Buffon a raison : il y a mille choses qu’il faut laisser à des manœuvres, autrement on seroit écrasé, et on n’arriveroit jamais à son but. Il me dit que dans le temps de ses plus grands travaux il avoit une chambre remplie de cartons, qu’il a depuis brûlés. Il me fortifia dans la résolution de ne point consulter les livres, de tirer tout de moi-même, de ne les ouvrir que quand je ne pourrais plus aller plus loin que le point où je me trouvois. Encore parmi les livres il me conseilla de ne lire que l’histoire naturelle, l’histoire et les voyages : il avoit bien raison. La plupart des hommes manquent de génie, parce qu’ils n’ont pas la force ni la patience de prendre les choses de haut : ils partent de trop bas, et cependant tout doit se trouver dans les origines. Quand on connoît l’histoire naturelle d’un peuple, on doit trouver sans peine quelles sont ses mœurs, quelles sont ses lois. On trouveroit presque son histoire civile tout entière ; mais, quand on connoît de plus son histoire civile, on doit encore plus aisément découvrir et juger ses lois, en les combinant soit avec sa constitution, soit avec les événemens.

« Je ne suis pas en peine de vous, me disoit M. de Buffon, pour la première partie, savoir pour la morale universelle : vous vous en tirerez bien, il suffit d’avoir une âme droite et un esprit pénétrant et juste ; mais c’est lorsqu’il s’agira de découvrir et classer cette multitude innombrable d’institutions et de lois : voilà un grand effort, et digne de tout le courage humain. » Je ne pus m’empêcher de lui faire une observation délicate : « Et la religion, Monsieur, comment nous en tirerons-nous ? » Il me répondit : « Il y a moyen de tout dire ; vous remarquerez que c’est un objet à part ; vous vous envelopperez dans tout le respect qu’on lui doit à cause du peuple : il vaut mieux être compris d’un petit nombre d’intelligens, et leur suffrage seul vous dédommage de n’être point compris par la multitude.
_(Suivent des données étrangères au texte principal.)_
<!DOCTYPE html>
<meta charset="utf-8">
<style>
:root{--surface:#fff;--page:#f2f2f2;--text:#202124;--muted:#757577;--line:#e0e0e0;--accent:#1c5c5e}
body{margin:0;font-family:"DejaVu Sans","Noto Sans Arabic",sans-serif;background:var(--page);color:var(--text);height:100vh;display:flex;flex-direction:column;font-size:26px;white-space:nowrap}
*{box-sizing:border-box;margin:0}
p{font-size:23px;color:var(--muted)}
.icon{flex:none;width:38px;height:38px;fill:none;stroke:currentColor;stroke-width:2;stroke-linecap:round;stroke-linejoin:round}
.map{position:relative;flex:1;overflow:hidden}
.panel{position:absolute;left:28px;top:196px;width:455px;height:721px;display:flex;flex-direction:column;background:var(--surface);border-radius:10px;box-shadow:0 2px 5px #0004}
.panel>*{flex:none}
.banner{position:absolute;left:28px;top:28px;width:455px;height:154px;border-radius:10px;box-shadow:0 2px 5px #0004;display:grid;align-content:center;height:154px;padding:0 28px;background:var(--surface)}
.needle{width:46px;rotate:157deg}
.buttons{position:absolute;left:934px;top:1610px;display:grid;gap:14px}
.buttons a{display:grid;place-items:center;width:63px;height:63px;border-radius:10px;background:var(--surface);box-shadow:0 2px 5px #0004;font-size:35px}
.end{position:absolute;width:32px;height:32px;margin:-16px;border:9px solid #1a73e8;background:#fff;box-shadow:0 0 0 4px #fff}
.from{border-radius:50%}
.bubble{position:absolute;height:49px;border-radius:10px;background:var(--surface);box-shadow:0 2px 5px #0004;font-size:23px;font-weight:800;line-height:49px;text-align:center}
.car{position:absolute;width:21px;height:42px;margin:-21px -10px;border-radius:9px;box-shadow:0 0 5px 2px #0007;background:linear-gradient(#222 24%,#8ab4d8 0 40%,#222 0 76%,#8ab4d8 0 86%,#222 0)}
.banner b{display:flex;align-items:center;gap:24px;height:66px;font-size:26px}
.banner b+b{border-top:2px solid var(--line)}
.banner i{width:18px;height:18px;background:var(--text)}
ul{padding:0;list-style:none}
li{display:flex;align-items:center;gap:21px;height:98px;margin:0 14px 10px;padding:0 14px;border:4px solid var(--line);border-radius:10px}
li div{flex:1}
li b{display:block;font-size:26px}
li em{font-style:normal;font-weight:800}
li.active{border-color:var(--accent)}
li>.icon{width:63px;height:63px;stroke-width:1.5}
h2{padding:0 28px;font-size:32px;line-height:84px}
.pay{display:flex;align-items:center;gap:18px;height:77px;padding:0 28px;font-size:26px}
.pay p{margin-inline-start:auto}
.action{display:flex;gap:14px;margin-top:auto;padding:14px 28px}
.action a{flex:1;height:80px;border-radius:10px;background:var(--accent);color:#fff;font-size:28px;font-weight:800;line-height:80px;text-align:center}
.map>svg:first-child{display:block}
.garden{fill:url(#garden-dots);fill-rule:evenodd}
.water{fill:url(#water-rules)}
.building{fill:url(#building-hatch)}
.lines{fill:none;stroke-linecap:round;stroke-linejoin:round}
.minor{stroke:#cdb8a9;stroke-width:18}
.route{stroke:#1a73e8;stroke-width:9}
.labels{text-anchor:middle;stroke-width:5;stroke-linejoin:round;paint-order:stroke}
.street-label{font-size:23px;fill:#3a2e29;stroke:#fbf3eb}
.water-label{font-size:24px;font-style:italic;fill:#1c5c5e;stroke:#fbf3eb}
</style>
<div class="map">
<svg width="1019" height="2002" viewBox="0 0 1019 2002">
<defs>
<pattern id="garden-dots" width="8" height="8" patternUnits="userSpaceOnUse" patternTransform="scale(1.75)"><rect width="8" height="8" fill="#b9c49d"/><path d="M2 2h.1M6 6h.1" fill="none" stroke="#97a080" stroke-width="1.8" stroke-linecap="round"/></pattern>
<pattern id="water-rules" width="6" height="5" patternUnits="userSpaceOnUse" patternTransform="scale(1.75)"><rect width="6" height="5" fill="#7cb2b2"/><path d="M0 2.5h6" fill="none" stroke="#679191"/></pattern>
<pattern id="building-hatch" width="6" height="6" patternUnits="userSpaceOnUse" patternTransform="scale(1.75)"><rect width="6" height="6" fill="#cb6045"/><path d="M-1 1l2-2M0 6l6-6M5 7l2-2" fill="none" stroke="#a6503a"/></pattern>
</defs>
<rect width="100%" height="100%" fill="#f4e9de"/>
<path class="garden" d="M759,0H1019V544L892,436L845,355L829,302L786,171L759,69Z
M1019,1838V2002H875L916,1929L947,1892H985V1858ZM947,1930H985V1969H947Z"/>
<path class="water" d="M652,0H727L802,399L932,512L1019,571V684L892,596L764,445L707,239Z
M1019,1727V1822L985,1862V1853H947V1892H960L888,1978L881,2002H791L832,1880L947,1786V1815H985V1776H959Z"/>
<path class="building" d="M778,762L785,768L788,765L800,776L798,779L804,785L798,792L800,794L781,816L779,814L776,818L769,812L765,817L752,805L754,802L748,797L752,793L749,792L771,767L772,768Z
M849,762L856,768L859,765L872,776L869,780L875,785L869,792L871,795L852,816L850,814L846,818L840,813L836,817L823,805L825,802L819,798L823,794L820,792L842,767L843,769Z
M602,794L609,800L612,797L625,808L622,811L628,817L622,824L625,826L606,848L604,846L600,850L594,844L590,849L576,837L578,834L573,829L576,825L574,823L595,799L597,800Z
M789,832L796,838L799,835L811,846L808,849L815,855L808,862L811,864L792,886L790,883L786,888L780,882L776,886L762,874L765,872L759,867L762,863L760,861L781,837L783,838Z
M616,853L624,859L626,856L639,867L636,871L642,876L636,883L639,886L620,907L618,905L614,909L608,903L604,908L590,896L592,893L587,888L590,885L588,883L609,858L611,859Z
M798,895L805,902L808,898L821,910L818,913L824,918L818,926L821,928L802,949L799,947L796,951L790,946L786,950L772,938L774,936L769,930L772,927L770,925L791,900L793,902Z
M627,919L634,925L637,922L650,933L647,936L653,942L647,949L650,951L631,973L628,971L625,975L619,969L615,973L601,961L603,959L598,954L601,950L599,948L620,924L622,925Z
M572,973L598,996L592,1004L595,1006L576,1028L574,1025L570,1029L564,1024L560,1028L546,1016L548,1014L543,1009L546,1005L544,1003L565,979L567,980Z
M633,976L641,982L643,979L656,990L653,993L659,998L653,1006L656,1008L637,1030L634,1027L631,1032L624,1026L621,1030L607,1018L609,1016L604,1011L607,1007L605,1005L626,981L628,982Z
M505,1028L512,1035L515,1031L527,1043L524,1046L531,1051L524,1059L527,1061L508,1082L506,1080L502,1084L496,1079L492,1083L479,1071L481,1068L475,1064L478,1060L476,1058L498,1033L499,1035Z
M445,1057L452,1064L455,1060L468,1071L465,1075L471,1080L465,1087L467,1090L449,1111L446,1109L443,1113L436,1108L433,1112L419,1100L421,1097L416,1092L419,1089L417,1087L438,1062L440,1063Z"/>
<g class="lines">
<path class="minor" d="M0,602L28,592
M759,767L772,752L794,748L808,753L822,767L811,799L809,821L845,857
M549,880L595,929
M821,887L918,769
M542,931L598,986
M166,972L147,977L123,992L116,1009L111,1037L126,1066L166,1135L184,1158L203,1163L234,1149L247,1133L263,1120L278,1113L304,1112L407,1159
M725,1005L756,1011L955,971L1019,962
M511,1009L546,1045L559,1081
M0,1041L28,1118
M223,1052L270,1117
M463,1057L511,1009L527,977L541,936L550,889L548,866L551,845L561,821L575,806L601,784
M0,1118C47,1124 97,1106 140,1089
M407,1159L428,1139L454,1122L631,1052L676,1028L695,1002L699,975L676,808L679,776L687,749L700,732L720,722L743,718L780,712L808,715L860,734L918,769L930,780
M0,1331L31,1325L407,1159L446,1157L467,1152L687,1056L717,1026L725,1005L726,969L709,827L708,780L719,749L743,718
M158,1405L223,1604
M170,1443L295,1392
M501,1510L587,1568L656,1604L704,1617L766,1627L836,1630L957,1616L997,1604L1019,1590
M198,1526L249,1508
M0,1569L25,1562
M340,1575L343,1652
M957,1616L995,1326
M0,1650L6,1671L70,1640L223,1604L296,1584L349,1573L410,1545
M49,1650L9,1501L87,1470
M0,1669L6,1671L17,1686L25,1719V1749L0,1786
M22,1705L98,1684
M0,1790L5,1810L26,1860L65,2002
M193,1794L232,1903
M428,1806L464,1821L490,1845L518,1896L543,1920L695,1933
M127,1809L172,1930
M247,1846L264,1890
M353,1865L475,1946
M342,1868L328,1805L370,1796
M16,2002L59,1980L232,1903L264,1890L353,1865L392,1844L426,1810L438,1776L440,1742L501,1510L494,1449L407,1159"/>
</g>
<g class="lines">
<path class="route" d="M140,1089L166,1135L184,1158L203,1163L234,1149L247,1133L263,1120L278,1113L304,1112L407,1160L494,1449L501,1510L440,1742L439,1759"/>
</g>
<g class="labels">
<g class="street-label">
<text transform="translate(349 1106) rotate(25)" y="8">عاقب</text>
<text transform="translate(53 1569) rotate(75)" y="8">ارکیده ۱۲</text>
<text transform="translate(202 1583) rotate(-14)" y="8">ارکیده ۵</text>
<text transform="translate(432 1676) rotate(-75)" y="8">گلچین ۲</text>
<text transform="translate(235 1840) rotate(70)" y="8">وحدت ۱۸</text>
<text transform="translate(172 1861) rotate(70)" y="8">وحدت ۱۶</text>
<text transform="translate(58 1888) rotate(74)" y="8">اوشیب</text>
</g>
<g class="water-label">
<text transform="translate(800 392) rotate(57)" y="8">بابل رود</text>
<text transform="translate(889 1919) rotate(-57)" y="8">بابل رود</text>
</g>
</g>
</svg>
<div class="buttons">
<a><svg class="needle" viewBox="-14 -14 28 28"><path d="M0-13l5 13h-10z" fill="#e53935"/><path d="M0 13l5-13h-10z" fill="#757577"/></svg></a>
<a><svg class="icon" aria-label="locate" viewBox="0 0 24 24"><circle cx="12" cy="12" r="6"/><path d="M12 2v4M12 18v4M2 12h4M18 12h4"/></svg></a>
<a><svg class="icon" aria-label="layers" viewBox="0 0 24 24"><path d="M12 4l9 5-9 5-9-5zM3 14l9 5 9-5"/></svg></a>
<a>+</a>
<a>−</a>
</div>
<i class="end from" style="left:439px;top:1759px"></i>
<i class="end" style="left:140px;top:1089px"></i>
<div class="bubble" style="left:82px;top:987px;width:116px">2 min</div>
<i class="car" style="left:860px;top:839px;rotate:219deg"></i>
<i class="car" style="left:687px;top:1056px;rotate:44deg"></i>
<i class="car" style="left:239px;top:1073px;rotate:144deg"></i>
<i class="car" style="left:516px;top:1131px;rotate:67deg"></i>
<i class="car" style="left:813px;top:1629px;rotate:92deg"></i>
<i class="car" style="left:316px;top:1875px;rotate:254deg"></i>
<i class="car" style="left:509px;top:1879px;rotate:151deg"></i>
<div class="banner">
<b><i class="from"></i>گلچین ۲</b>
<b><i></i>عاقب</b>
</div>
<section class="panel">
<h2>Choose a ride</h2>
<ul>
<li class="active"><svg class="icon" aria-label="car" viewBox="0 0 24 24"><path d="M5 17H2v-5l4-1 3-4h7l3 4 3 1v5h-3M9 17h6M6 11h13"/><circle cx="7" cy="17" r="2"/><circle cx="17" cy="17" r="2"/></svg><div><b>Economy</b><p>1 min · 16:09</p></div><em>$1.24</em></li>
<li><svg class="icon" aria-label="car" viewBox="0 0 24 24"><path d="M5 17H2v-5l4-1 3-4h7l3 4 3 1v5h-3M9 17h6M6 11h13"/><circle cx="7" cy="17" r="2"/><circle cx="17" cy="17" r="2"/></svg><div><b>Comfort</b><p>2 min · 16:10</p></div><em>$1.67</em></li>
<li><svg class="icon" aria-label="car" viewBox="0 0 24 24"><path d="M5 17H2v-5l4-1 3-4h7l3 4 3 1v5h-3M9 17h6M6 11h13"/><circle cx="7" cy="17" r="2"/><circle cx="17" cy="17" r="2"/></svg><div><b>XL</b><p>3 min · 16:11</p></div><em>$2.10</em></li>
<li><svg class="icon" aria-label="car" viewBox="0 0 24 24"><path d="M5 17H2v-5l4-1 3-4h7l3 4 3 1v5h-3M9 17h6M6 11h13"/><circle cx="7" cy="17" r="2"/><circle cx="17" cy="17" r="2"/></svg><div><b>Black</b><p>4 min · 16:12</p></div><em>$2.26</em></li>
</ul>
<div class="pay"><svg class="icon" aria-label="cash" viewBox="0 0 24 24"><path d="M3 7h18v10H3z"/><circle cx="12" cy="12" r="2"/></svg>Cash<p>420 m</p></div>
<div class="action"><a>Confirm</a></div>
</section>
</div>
Quant à moi, je traiterais avec un égal respect le christianisme et le mahométisme. »

Ainsi s’écouloient les heures dans ces entretiens de gloire et d’espérance. Je ne pouvois m’arracher du sein de ce nouveau père que la science et le génie m’avoient donnés. Il fallut enfin le quitter : ce ne fut pas sans être resté longtemps dans les plus étroits embrassemens, et sans une promesse réitérée de me nourrir beaucoup de ses ouvrages, qui contiennent toute la philosophie naturelle, et de le cultiver en même temps avec une assiduité filiale le reste de sa vie.

Voilà tout ce que je sais sur M. de Buffon. Comme ces détails ne sont que pour moi, je m’y suis étendu avec complaisance, et avec une sorte de vénération.

NOTES

[A] Page 3, ligne 22. Il a péri sur l’échafaud quelques jours avant le 9 thermidor, en prononçant avec calme et avec dignité ces mots : « Citoyens, je me nomme Buffon. » Ils prouvent qu’il avoit l’âme élevée et la conscience du respect que son nom devoit inspirer à tout autre qu’à des assassins et à des bourreaux. (Note de l’édition de l’an IX.)

[B] 6, 10. Première édition : « Mêlant seulement quelques inflexions. »

[C] 11, 5. Ne seroit-ce pas M. de Belle-Isle ? (Note de l’édition de l’an IX.)

[D] 22, 12. Antoine Bougot, dit le père Ignace, né à Dijon en 1721, mort à Buffon, le 1er juillet 1798. Voir sa biographie dans Buffon, sa famille et ses collaborateurs, mémoires de M. Humbert Bazille, édités par M. Henri Nadault de Buffon : Paris, 1863, in-8, pages 405-415. Le même ouvrage contient (pages 416-420) une notice sur Marie-Madeleine Blesseau, dont il a été question plus haut.